WASHINGTON – President Joe Biden threw everything, including the kitchen sink, into his more than $ 2 trillion “infrastructure” proposal – and that, more than any individual policy, has become the main point friction on the plane.
The New York Times accurately reported that a Beltway battle raged over the name: Biden calls his plan the US Jobs Plan; Senate Minority Leader Mitch McConnell, R-Ky., Calls him a “Trojan Horse.”
The president’s decision to combine a multitude of issues into one proposal – from roads, bridges and broadband to house tax hikes and senior care – is not unusual. This is arguably the most efficient way to enact important legislation in the modern age, and there are numerous examples where both parties have stapled policies together when they have the power and political capital to do so.
“If you look at the postwar congresses, the practice of legislating omnibus has been pretty consistent,” said Ronald Weich, dean of the University of Baltimore law school, who was Harry Reid’s senior lawyer. , D-Nev., When he was the Senate Majority Leader.
“The value of this is that you only have to pass a bill once to do a lot of things,” he said. But “the larger the bill, the less attention is paid to every aspect of the bill, which often leads to botched legislation.”
As a senator, Biden sponsored an omnibus crime law in 1994 that cracked down on drug-related offenses while implementing a decadalong ban on so-called assault weapons. Biden reversed his stance on parts of this law – including making certain drug crimes punishable by death – and the progressive wing of the Democratic Party sharply criticized him for creating incentives to convict and imprison more of people.
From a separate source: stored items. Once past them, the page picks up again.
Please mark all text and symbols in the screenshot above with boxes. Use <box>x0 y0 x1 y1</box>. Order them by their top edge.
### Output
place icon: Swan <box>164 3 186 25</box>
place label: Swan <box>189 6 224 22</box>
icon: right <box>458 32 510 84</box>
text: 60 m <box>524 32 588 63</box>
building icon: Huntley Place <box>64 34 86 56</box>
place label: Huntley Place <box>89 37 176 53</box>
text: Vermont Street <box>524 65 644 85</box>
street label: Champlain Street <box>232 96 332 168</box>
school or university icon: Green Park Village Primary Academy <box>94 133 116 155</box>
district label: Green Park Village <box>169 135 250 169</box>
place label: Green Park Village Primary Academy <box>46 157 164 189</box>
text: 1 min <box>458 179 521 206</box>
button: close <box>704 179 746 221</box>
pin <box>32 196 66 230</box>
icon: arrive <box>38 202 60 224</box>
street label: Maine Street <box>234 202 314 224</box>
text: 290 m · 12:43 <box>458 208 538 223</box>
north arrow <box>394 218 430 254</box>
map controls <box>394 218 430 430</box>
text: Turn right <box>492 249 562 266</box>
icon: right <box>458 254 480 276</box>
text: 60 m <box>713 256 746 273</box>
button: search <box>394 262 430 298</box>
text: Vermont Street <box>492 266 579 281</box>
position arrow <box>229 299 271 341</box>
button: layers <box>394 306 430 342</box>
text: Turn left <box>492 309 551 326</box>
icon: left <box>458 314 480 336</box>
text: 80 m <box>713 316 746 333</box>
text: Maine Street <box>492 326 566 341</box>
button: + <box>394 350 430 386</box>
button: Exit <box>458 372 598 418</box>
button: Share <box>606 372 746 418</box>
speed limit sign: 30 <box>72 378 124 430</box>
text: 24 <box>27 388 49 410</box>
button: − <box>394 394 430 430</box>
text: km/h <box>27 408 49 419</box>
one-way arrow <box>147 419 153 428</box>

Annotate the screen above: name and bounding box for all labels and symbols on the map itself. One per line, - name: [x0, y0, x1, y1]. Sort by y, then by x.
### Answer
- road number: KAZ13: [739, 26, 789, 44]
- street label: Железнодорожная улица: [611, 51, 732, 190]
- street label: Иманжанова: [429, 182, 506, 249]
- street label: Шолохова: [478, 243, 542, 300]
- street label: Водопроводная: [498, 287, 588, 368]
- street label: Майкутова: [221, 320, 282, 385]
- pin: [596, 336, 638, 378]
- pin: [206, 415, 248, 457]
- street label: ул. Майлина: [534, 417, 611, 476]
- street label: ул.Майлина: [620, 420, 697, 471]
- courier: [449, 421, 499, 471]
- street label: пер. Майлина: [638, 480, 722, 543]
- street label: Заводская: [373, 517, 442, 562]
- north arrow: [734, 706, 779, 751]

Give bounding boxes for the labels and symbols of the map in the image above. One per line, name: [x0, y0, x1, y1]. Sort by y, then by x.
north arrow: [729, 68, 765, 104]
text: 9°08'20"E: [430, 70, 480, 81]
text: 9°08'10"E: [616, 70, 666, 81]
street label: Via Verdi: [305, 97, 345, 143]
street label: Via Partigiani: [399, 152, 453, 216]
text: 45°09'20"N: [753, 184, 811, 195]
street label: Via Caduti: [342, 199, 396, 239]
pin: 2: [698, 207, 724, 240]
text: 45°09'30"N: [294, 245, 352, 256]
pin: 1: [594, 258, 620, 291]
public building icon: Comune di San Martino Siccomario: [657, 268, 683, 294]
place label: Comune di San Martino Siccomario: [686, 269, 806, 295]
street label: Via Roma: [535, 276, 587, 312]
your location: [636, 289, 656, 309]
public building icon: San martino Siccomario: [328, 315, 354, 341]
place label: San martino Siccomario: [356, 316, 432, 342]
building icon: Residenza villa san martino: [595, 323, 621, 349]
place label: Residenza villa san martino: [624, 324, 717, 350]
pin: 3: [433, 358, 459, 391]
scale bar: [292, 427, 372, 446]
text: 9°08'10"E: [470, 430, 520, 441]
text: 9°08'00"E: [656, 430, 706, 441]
Because Congress must pass them to make government work, annual supply bills are the most common omnibus measure. But the nature of reconciliation bills, like the recently enacted Covid-19 relief bill by Biden and the Economic Stimulus Act, typically leads to mix-and-match policies. They are designed to make changes to the budget by changing federal spending and taxation.
Even at its first session in 1789, Congress enacted a catch-all spending measure that covered defense, debts owed by the Continental Congress, reimbursements for government employees, and pensions for “invalids”.
Most recently, the omnibus appropriation bill that President Donald Trump enacted shortly before stepping down was over 2,000 pages long and included over 30 sections. He changed federal policies on foster families, Montana’s water rights and carbon monoxide alarms in public housing projects, among other provisions unrelated to the continued operation of the government.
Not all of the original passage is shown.